Source: European Medicines Agency (EU) Revision Year: 2024 Publisher: GSK Vaccines S.r.l., Via Fiorentina 1, 53100 Siena, Italy
Bexsero is indicated for active immunisation of individuals from 2 months of age and older against invasive meningococcal disease caused by Neisseria meningitidis group B. The impact of invasive disease in different age groups as well as the variability of antigen epidemiology for group B strains in different geographical areas should be considered when vaccinating. See section 5.1 for information on protection against specific group B strains. The use of this vaccine should be in accordance with official recommendations.
Table 1. Summary of posology:
Age at first dose | Primary Immunisation | Intervals between Primary Doses | Booster |
---|---|---|---|
Infants, 2 months to 5 monthsa | Three doses each of 0.5 ml | Not less than 1 month | Yes, one dose between 12 and 15 months of age with an interval of at least 6 months between the primary series and booster doseb,c |
Two doses each of 0.5 ml | Not less than 2 months | ||
Infants, 6 months to 11 months | Two doses each of 0.5 ml | Not less than 2 months | Yes, one dose in the second year of life with an interval of at least 2 months between the primary series and booster dosec |
Children, 12 months to 23 months | Two doses each of 0.5 ml | Not less than 2 months | Yes, one dose with an interval of 12 months to 23 months between the primary series and booster dosec |
Children, 2 years to 10 years | Two doses each of 0.5 ml | Not less than 1 month | A booster dose should be considered in individuals at continued risk of exposure to meningococcal disease, based on official recommendationsd |
Adolescents (from 11 years) and adults* |
a The first dose should be given no earlier than 2 months of age.
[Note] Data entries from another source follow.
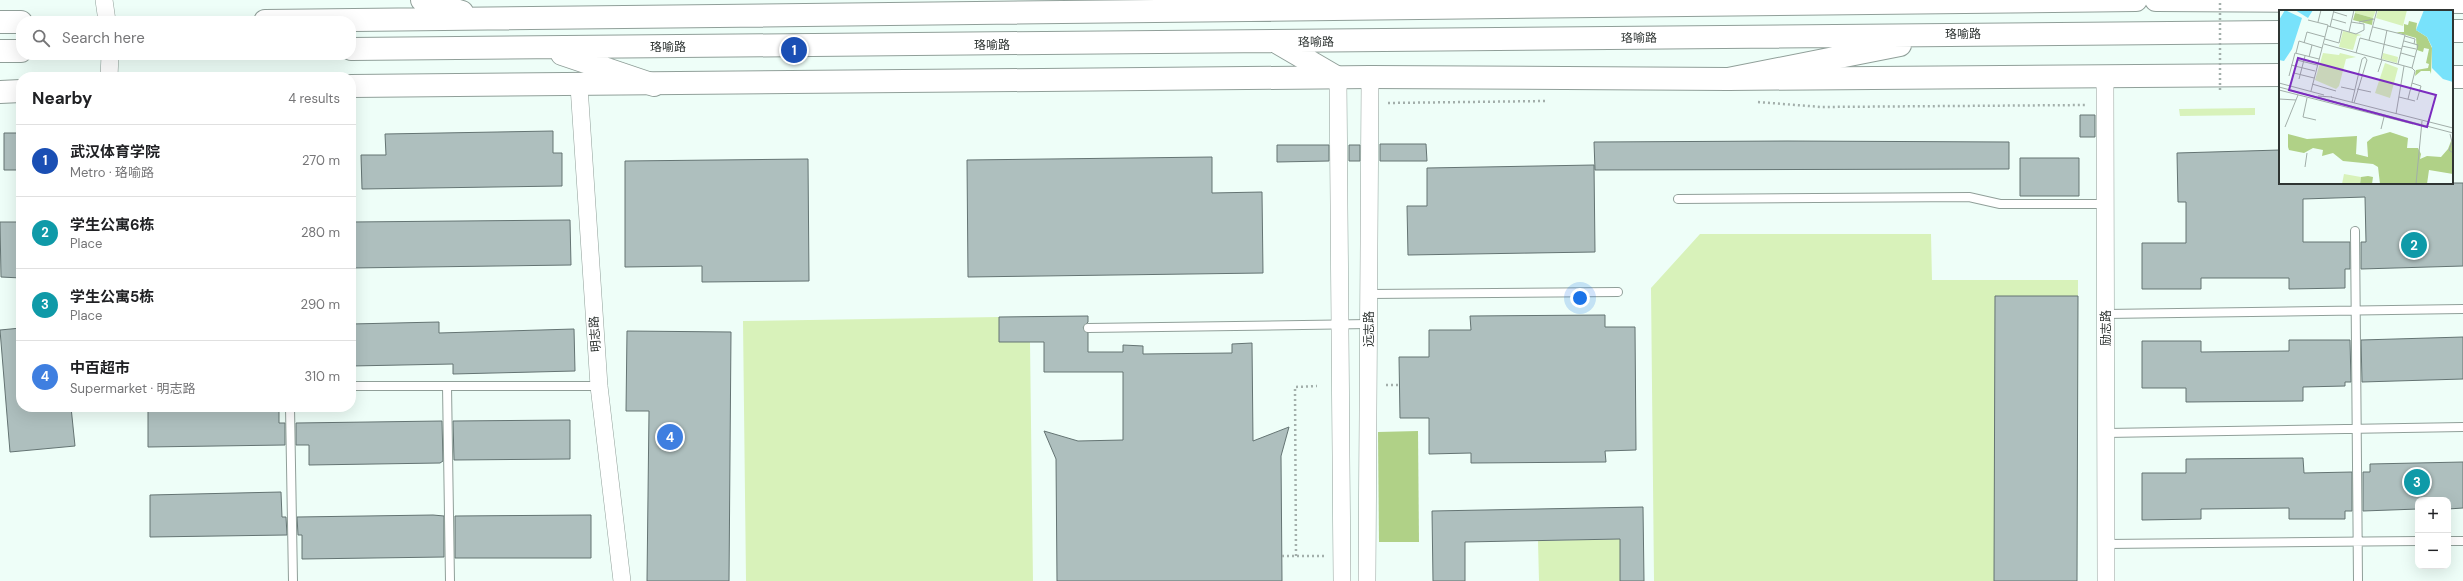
<!DOCTYPE html>
<html lang="en">
<head>
<meta charset="utf-8">
<style>
	:root { --surface:#fff; --page:#f2f2f2; --text:#202124; --muted:#757577; --line:#e0e0e0; --accent:#6e68e2 }
	body { margin:0; font-family:"DM Sans","Noto Sans SC",sans-serif; background:var(--page); color:var(--text) }
	.controls { position:absolute; right:12px; bottom:12px; display:grid; overflow:hidden; border-radius:8px; box-shadow:0 4px 16px #0002 }
	.controls button { width:36px; height:36px; display:grid; place-items:center; padding:0; border:0; border-bottom:1px solid var(--line); background:var(--surface); color:var(--text); font:20px sans-serif }
	.you { position:absolute; left:1580px; top:298px; width:14px; height:14px; margin:-10px; border:3px solid #fff; border-radius:50%; background:#1a73e8; box-shadow:0 0 0 6px #1a73e833 }
	.badge { display:grid; place-items:center; width:26px; height:26px; border-radius:50%; background:var(--accent); color:#fff; font-size:13px; font-weight:700 }
	.pin { position:absolute; translate:-50% -50%; border:2px solid #fff; box-shadow:0 1px 4px #0006 }
	.list { margin:0; padding:0; list-style:none }
	h2 { display:flex; justify-content:space-between; align-items:center; height:52px; margin:0; padding:0 16px; font-size:17px }
	h2 small { font-size:13px; font-weight:400; color:var(--muted) }
	.list li { display:grid; grid-template-columns:26px 1fr auto; gap:12px; align-items:center; box-sizing:border-box; height:72px; padding:0 16px; border-top:1px solid var(--line) }
	.list b { display:block; font-size:15px; white-space:nowrap }
	.list p { margin:0; font-size:13px; white-space:nowrap; color:var(--muted) }
	.list em { font-size:13px; font-style:normal; color:var(--muted) }
	.icon { flex:none; width:22px; height:22px; fill:none; stroke:currentColor; stroke-width:2; stroke-linecap:round; stroke-linejoin:round }
	.map { position:relative; flex:none; width:2463px; height:581px; overflow:hidden }
	.search { position:absolute; background:var(--surface); box-shadow:0 4px 16px #0002; left:16px; top:16px; width:340px; height:44px; display:flex; align-items:center; gap:10px; box-sizing:border-box; padding:0 14px; border-radius:16px; color:var(--muted); font-size:15px }
	.panel { position:absolute; background:var(--surface); box-shadow:0 4px 16px #0002; left:16px; top:72px; width:340px; height:340px; border-radius:16px }
	.map>svg:first-child { display:block }
	.green { fill:#d8f2ba }
	.forest { fill:#b0d187 }
	.building { fill:#aebfbe; stroke:#647473 }
	.lines { fill:none; stroke-linecap:round; stroke-linejoin:round }
	.service-casing { stroke:#909f99; stroke-width:10 }
	.minor-casing { stroke:#909f99; stroke-width:18 }
	.primary-casing { stroke:#909f99; stroke-width:24 }
	.trunk-casing { stroke:#909f99; stroke-width:24 }
	.path { stroke:#a3afab; stroke-width:2.5; stroke-dasharray:2 3; stroke-linecap:butt }
	.service { stroke:#fff; stroke-width:8 }
	.minor { stroke:#fff; stroke-width:17 }
	.primary { stroke:#fff; stroke-width:22 }
	.trunk { stroke:#fff; stroke-width:22 }
	.path-bridge { stroke:#a3afab; stroke-width:2.5; stroke-dasharray:2 3; stroke-linecap:butt }
	.labels { text-anchor:middle; stroke-width:3; stroke-linejoin:round; paint-order:stroke }
	.street-label { font-size:12px; fill:#2f3533; stroke:#fff }
	.inset-road { fill:none; stroke:#a2aea9; stroke-width:1 }
	.view { fill:#7b2cbf; fill-opacity:0.15; stroke:#7b2cbf; stroke-width:2 }
	.inset-edge { fill:none; stroke:#2f3533; stroke-width:2 }
</style>
</head>
<body>
<div class="map">
<svg width="2463" height="581" viewBox="0 0 2463 581">
	<rect width="100%" height="100%" fill="#eefef8"/>
	<!-- green -->
	<path class="green" d="M 2255,108 L 2255,115 L 2180,116 L 2179,109 Z
		M 1700,234 L 1931,234 L 1932,280 L 2078,280 L 2077,581 L 1654,581 L 1651,288 Z
		M 999,317 L 999,342 L 1030,342 L 1033,581 L 746,581 L 743,321 Z
		M 1620,539 L 1620,581 L 1539,581 L 1538,541 Z"/>
	<!-- forest -->
	<path class="forest" d="M 1418,431 L 1419,542 L 1379,542 L 1378,432 Z"/>
	<!-- building -->
	<path class="building" d="M 2080,115 L 2095,115 L 2095,137 L 2080,137 Z
		M 553,131 L 553,153 L 562,153 L 562,186 L 362,189 L 361,155 L 386,155 L 385,134 Z
		M 4,133 L 21,133 L 21,170 L 4,170 Z
		M 1788,141 L 2009,142 L 2009,169 L 1595,170 L 1594,142 Z
		M 1380,144 L 1426,144 L 1427,161 L 1380,161 Z
		M 1277,145 L 1329,145 L 1329,161 L 1277,162 Z
		M 1349,145 L 1360,145 L 1360,161 L 1349,161 Z
		M 2280,150 L 2280,183 L 2463,183 L 2463,266 L 2361,269 L 2361,242 L 2366,242 L 2365,197 L 2303,199 L 2303,242 L 2350,242 L 2350,269 L 2345,269 L 2345,288 L 2289,289 L 2289,278 L 2201,278 L 2201,289 L 2142,289 L 2142,243 L 2186,243 L 2186,202 L 2178,202 L 2177,153 Z
		M 1212,157 L 1212,193 L 1262,192 L 1263,273 L 968,277 L 967,160 Z
		M 2020,158 L 2079,158 L 2079,196 L 2020,196 Z
		M 808,159 L 809,281 L 702,282 L 702,266 L 625,267 L 625,161 Z
		M 1594,165 L 1595,252 L 1408,255 L 1407,206 L 1427,206 L 1427,168 Z
		M 570,220 L 571,265 L 351,268 L 351,222 Z
		M 0,222 L 21,222 L 21,278 L 1,277 Z
		M 1995,296 L 2078,296 L 2077,581 L 1994,581 Z
		M 1605,315 L 1605,327 L 1635,327 L 1636,450 L 1605,451 L 1606,462 L 1471,463 L 1471,453 L 1429,454 L 1429,418 L 1400,418 L 1399,357 L 1429,357 L 1429,330 L 1471,330 L 1470,316 Z
		M 1088,316 L 1088,322 L 1083,328 L 1088,333 L 1088,352 L 1123,352 L 1123,345 L 1143,346 L 1143,354 L 1232,353 L 1232,344 L 1252,343 L 1253,441 L 1289,427 L 1281,456 L 1282,581 L 1057,581 L 1056,459 L 1044,431 L 1078,441 L 1123,440 L 1123,372 L 1044,372 L 1044,342 L 999,342 L 999,317 Z
		M 439,322 L 439,333 L 574,329 L 575,371 L 453,374 L 453,364 L 351,366 L 351,324 Z
		M 21,328 L 21,407 L 71,407 L 75,446 L 10,452 L 0,330 Z
		M 627,331 L 731,332 L 729,581 L 647,581 L 649,411 L 626,411 Z
		M 2463,337 L 2463,379 L 2362,382 L 2361,340 Z
		M 2289,340 L 2350,340 L 2351,382 L 2345,382 L 2345,386 L 2303,387 L 2303,401 L 2186,402 L 2186,388 L 2142,388 L 2142,341 L 2201,341 L 2201,352 L 2289,351 Z
		M 148,407 L 279,407 L 279,423 L 285,423 L 285,445 L 148,447 Z
		M 570,420 L 570,459 L 454,460 L 453,421 Z
		M 442,421 L 443,461 L 440,463 L 309,465 L 309,445 L 296,445 L 296,423 Z
		M 2303,458 L 2304,473 L 2352,472 L 2352,511 L 2345,511 L 2345,519 L 2289,519 L 2289,508 L 2201,509 L 2201,519 L 2142,520 L 2142,473 L 2186,473 L 2186,459 Z
		M 2463,462 L 2463,508 L 2448,509 L 2448,500 L 2418,500 L 2418,509 L 2363,511 L 2363,472 L 2370,472 L 2370,464 Z
		M 281,492 L 282,517 L 286,517 L 287,535 L 150,537 L 150,495 Z
		M 1643,507 L 1644,581 L 1620,581 L 1620,539 L 1465,542 L 1465,581 L 1433,581 L 1432,511 Z
		M 433,515 L 444,516 L 444,557 L 302,559 L 302,535 L 298,535 L 297,517 Z
		M 591,515 L 591,558 L 455,558 L 455,516 Z"/>
	<g class="lines">
		<!-- service casing -->
		<g class="service-casing">
			<path id="service" d="M 1678,199 L 1969,197 L 2000,204 L 2105,204
				M 2355,231 L 2358,581
				M 1369,294 L 1618,292
				M 2105,314 L 2463,309
				M 1088,328 L 1369,324
				M 351,386 L 599,386
				M 447,386 L 450,581
				M 290,407 L 293,581
				M 2106,433 L 2463,427
				M 2448,541 L 2463,541
				M 2106,544 L 2418,541"/>
		</g>
		<!-- minor casing -->
		<g class="minor-casing">
			<path id="minor" d="M 104,0 L 107,21
				M 2105,75 L 2106,581
				M 109,77 L 110,55
				M 1338,78 L 1342,581
				M 579,86 L 599,386 L 622,581
				M 1367,581 L 1370,77"/>
		</g>
		<!-- primary casing -->
		<g class="primary-casing">
			<path id="primary" d="M 2452,77 L 2463,77
				M 351,86 L 1370,77 L 1728,79 L 2280,75
				M 0,92 L 21,91"/>
		</g>
		<!-- trunk casing -->
		<g class="trunk-casing">
			<path id="trunk" d="M 422,0 L 462,12
				M 2156,0 L 2463,2
				M 265,21 L 2136,0
				M 0,22 L 21,22
				M 2452,31 L 2463,31
				M 1278,43 L 1338,78
				M 351,49 L 2280,32
				M 0,51 L 21,51
				M 562,54 L 654,85
				M 1728,79 L 1900,45"/>
		</g>
		<!-- path -->
		<path class="path" d="M 1758,102 L 1821,107 L 2087,105
			M 1388,103 L 1547,101
			M 1386,385 L 1400,385
			M 1282,556 L 1324,556
			M 1296,556 L 1295,387 L 1317,386"/>
		<!-- service -->
		<use href="#service" class="service"/>
		<!-- minor -->
		<use href="#minor" class="minor"/>
		<!-- primary -->
		<use href="#primary" class="primary"/>
		<!-- trunk -->
		<use href="#trunk" class="trunk"/>
		<!-- path-bridge -->
		<path class="path-bridge" d="M 2220,90 L 2220,0"/>
	</g>
	<g class="labels">
		<!-- street labels -->
		<g class="street-label">
			<text x="1963" y="38">珞喻路</text>
			<text transform="translate(1639 38) rotate(-1)" y="4">珞喻路</text>
			<text transform="translate(1316 42) rotate(-1)" y="4">珞喻路</text>
			<text x="992" y="49">珞喻路</text>
			<text x="668" y="51">珞喻路</text>
			<text transform="translate(2106 328) rotate(-90)" y="4">励志路</text>
			<text transform="translate(1369 329) rotate(-90)" y="4">远志路</text>
			<text transform="translate(595 334) rotate(-94)" y="4">明志路</text>
		</g>
	</g>
	<!-- overview -->
	<g transform="translate(2279 10)">
		<rect width="174" height="174" fill="#eefef8"/>
		<path d="M 76,0 L 97,0 L 94,8 L 76,3 ZM 99,0 L 128,0 L 124,16 L 97,8 ZM 64,21 L 83,25 L 78,26 L 74,40 L 60,37 ZM 44,43 L 60,45 L 61,43 L 77,47 L 67,49 L 60,76 L 57,79 L 36,70 ZM 104,43 L 119,47 L 118,53 L 103,49 ZM 106,53 L 119,58 L 111,88 L 96,83 ZM 65,164 L 82,167 L 81,174 L 63,174 Z" fill="#d8f2ba"/>
		<path d="M 76,3 L 94,8 L 93,15 L 74,10 ZM 130,11 L 138,13 L 137,20 L 148,27 L 153,38 L 152,64 L 151,61 L 142,61 L 136,66 L 137,60 L 149,58 L 150,54 L 147,53 L 150,39 L 145,38 L 144,42 L 138,40 L 137,28 L 117,22 L 125,22 L 125,14 L 129,15 ZM 111,122 L 129,128 L 128,138 L 139,138 L 142,144 L 141,149 L 148,146 L 162,147 L 169,139 L 174,126 L 174,164 L 150,160 L 148,174 L 101,174 L 99,157 L 94,154 L 64,151 L 54,143 L 43,146 L 44,140 L 34,138 L 25,143 L 10,140 L 9,137 L 9,124 L 28,129 L 78,126 L 77,144 L 89,147 L 88,132 L 94,127 ZM 89,166 L 94,167 L 93,174 L 81,174 L 82,167 Z" fill="#b0d187"/>
		<path d="M 6,0 L 23,8 L 13,39 L 5,51 L 0,50 L 0,10 ZM 16,0 L 34,0 L 29,8 ZM 145,0 L 174,0 L 174,72 L 164,69 L 153,58 L 153,37 L 148,27 L 137,20 Z" fill="#78e2fb"/>
		<path class="inset-road" d="M 55,2 L 68,6M 53,9 L 67,13M 29,10 L 49,15 L 32,81M 39,12 L 42,0M 80,12 L 95,9M 49,16 L 77,24 L 85,20 L 85,14 L 72,12M 51,17 L 55,0M 94,17 L 126,25 L 119,54M 70,22 L 75,0M 126,26 L 136,29 L 135,34M 46,29 L 60,33 L 63,20M 90,30 L 98,0M 125,31 L 139,35 L 133,58 L 136,61 L 129,89M 25,33 L 28,22 L 46,27M 45,34 L 133,58M 123,36 L 137,39M 17,43 L 20,31 L 43,38M 77,43 L 81,28 L 123,39M 122,43 L 136,47M 30,47 L 33,35M 18,50 L 38,55M 102,50 L 108,20M 12,55 L 36,61M 99,62 L 103,50M 15,63 L 35,68M 10,66 L 16,43 L 40,49M 20,69 L 26,46M 0,73 L 45,85M 133,73 L 142,76 L 138,90M 33,74 L 57,81M 0,77 L 174,123M 62,77 L 76,80M 78,79 L 92,82M 0,80 L 134,114M 39,86 L 53,87M 52,87 L 174,118M 120,87 L 136,91M 28,88 L 24,107 L 37,110M 0,89 L 17,90M 73,92 L 83,49 L 86,47 L 88,50 L 75,93M 117,104 L 125,56M 6,117 L 19,85M 102,119 L 105,107M 171,124 L 173,132 L 170,140 L 174,143M 26,157 L 28,143M 137,174 L 143,111"/>
		<path class="view" d="M 19,48 L 157,85 L 148,117 L 10,80 Z"/>
		<rect width="174" height="174" class="inset-edge"/>
	</g>
</svg>
<div class="controls">
<button>+</button>
<button>−</button>
</div>
<div class="you"></div>
<div class="pin badge" style="left:794px;top:50px;background:#1a4fb4">1</div>
<div class="pin badge" style="left:2414px;top:245px;background:#0f9aa8">2</div>
<div class="pin badge" style="left:2417px;top:482px;background:#0f9aa8">3</div>
<div class="pin badge" style="left:670px;top:437px;background:#3f7fe0">4</div>
<div class="search"><svg class="icon" aria-label="search" viewBox="0 0 24 24"><circle cx="10" cy="10" r="6"/><path d="M15 15l6 6"/></svg>Search here</div>
<section class="panel">
<h2>Nearby<small>4 results</small></h2>
<ul class="list">
<li><span class="badge" style="background:#1a4fb4">1</span><div><b>武汉体育学院</b><p>Metro · 珞喻路</p></div><em>270 m</em></li>
<li><span class="badge" style="background:#0f9aa8">2</span><div><b>学生公寓6栋</b><p>Place</p></div><em>280 m</em></li>
<li><span class="badge" style="background:#0f9aa8">3</span><div><b>学生公寓5栋</b><p>Place</p></div><em>290 m</em></li>
<li><span class="badge" style="background:#3f7fe0">4</span><div><b>中百超市</b><p>Supermarket · 明志路</p></div><em>310 m</em></li>
</ul>
</section>
</div>
</body>
</html>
The safety and efficacy of Bexsero in infants less than 8 weeks of age has not yet been established. No data are available.
b In case of delay, the booster should not be given later than 24 months of age.
c See section 5.1. The need for and timing of further booster doses has not yet been determined.
d See section 5.1.
* There are no data in adults above 50 years of age.
The vaccine is given by deep intramuscular injection, preferably in the anterolateral aspect of the thigh in infants or in the deltoid muscle region of the upper arm in older subjects.
Separate injection sites must be used if more than one vaccine is administered at the same time.
The vaccine must not be injected intravenously, subcutaneously or intradermally and must not be mixed with other vaccines in the same syringe.
For instructions on the handling of the vaccine before administration, see section 6.6.
Experience of overdose is limited. In the event of overdose, monitoring of vital functions and possible symptomatic treatment is recommended.
4 years.
Store in a refrigerator (2°C-8°C).
Do not freeze.
Store in the original package in order to protect from light.
0.5 ml of suspension in a pre-filled syringe (type I glass) with a plunger stopper (butyl rubber) and with a rubber tip cap.
The tip cap and rubber plunger stopper of the pre-filled syringe are made with synthetic rubber.
Pack sizes of 1 and 10, with or without needles.
Not all pack sizes may be marketed.
Upon storage a fine off-white deposit may be observed in the pre-filled syringe containing the suspension.
Before use, the pre-filled syringe should be well shaken in order to form a homogeneous suspension.
The vaccine should be visually inspected for particulate matter and discoloration prior to administration. In the event of any foreign particulate matter and/or variation of physical aspect being observed, do not administer the vaccine. If two needles of different lengths are provided in the pack, choose the appropriate needle to ensure an intramuscular administration.
Hold the syringe by the barrel, not by the plunger.
Unscrew the syringe cap by twisting it anticlockwise.
To attach the needle, connect the hub to the Luer Lock Adaptor and rotate a quarter turn clockwise until you feel it lock.
Do not pull the syringe plunger out of the barrel. If it happens, do not administer the vaccine.
Any unused medicinal product or waste material should be disposed of in accordance with local requirements.